2. Materials and methods
Detailed methods based on the individual study reports, including inclusion/exclusion criteria and statistical analyses can be found in the supplementary materials. Here, a short description of the scope of the meta-analysis of ARhiSi-1 and ARhiSi-2 and the RWD study is given.
2.1 Meta-analysis
The meta-analysis of the clinical trials ARhiSi-1 (N = 450 (Safety Evaluable Population (SEP))) and ARhiSi-2 (N = 385 (SEP)) was done by Scope International AG (Mannheim, Germany).
The objective of the new meta-analysis was to combine efficacy and safety data from the clinical trials ARhiSi-1 (only the treatment arms placebo and BNO 1016 480 mg, which represents the marketed BNO 1016 dosage) and ARhiSi-2 and to evaluate the influence of ARS baseline severity on improvement of ARS symptoms and health-related quality of life (HRQoL) under BNO 1016 compared to placebo. To assess efficacy and HRQoL, the MSS as well as the 20-item Sino-Nasal Outcome Test German Adapted Version (SNOT-20 GAV) questionnaire were assessed by the investigators or patients of the trials, respectively.
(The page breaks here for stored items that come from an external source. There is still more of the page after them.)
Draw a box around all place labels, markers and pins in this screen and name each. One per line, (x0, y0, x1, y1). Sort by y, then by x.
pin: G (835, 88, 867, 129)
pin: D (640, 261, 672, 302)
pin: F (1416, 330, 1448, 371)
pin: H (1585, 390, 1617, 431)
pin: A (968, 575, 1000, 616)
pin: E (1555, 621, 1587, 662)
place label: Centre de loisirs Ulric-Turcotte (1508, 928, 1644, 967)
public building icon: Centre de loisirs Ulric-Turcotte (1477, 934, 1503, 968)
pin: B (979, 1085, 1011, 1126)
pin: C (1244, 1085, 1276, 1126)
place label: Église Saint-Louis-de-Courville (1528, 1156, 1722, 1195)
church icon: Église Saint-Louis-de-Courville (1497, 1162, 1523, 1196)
The main analyses from the meta-analysis presented in this manuscript are MSS at visit 5 (day 14) as well as SNOT-20 total scores at day 14. Also, least squares (LS) mean differences between BNO 1016 and placebo were calculated. Moreover, two subgroups within the analysis sets were defined. Subgroup ‘moderate/severe’ comprised patients with assessment moderate or severe for each of the five MSS symptoms at baseline (always resulting in MSS ≥10). Subgroup ‘none/mild’ comprised all patients without assessment moderate or severe for each of the five MSS symptoms at baseline (complementary group to subgroup moderate/severe).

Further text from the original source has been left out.